Richard Florida is a co-founder and editor at large of CityLab and a senior editor at The Atlantic. He is a university professor in the University of Toronto’s School of Cities and Rotman School of Management, and a distinguished fellow at New York University’s Schack Institute of Real Estate.
61 percent of Americans have a favorable view of their local government.
With partisan gridlock and congressional dysfunction, Americans may have lost faith in their federal government, but an overwhelming majority view state and local government favorably.

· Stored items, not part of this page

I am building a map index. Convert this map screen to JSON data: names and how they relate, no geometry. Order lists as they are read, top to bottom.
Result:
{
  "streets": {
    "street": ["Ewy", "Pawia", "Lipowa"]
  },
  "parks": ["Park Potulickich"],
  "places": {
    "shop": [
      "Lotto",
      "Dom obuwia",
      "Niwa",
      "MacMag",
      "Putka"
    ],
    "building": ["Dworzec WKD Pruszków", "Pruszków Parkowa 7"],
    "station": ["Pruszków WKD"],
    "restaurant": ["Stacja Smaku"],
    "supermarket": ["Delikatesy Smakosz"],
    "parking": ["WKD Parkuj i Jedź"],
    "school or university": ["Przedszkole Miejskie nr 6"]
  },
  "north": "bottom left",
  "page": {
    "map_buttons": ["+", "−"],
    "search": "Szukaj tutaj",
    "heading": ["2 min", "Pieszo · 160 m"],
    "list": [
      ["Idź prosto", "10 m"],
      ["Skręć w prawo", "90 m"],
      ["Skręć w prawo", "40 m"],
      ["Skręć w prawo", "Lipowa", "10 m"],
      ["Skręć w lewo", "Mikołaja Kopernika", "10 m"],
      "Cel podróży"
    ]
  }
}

More than 6 in 10 Americans hold favorable views of state and local government, while just 33 percent view the federal government favorably – down from 64 percent a decade ago.
A recent survey from the Pew Research Center for the People and the Press found that these favorable sentiments toward local government have held relatively steady since 2002, dropping from 67 percent to 61 percent in 2012. That's compared with favorable views of the federal government, which have plummeted from 64 percent 10 years ago to just 33 percent today.
A growing number of studies note the increased importance of cities and metro areas to the national and global economies. Alice Rivlin of the Brookings Institution long ago said that productivity and innovation policy is best made at the local level. Perhaps a further shift in political power away from the feds and toward states and cities is in order. This wouldn't only benefit the economy, but help restore Americans' faith in their political institutions.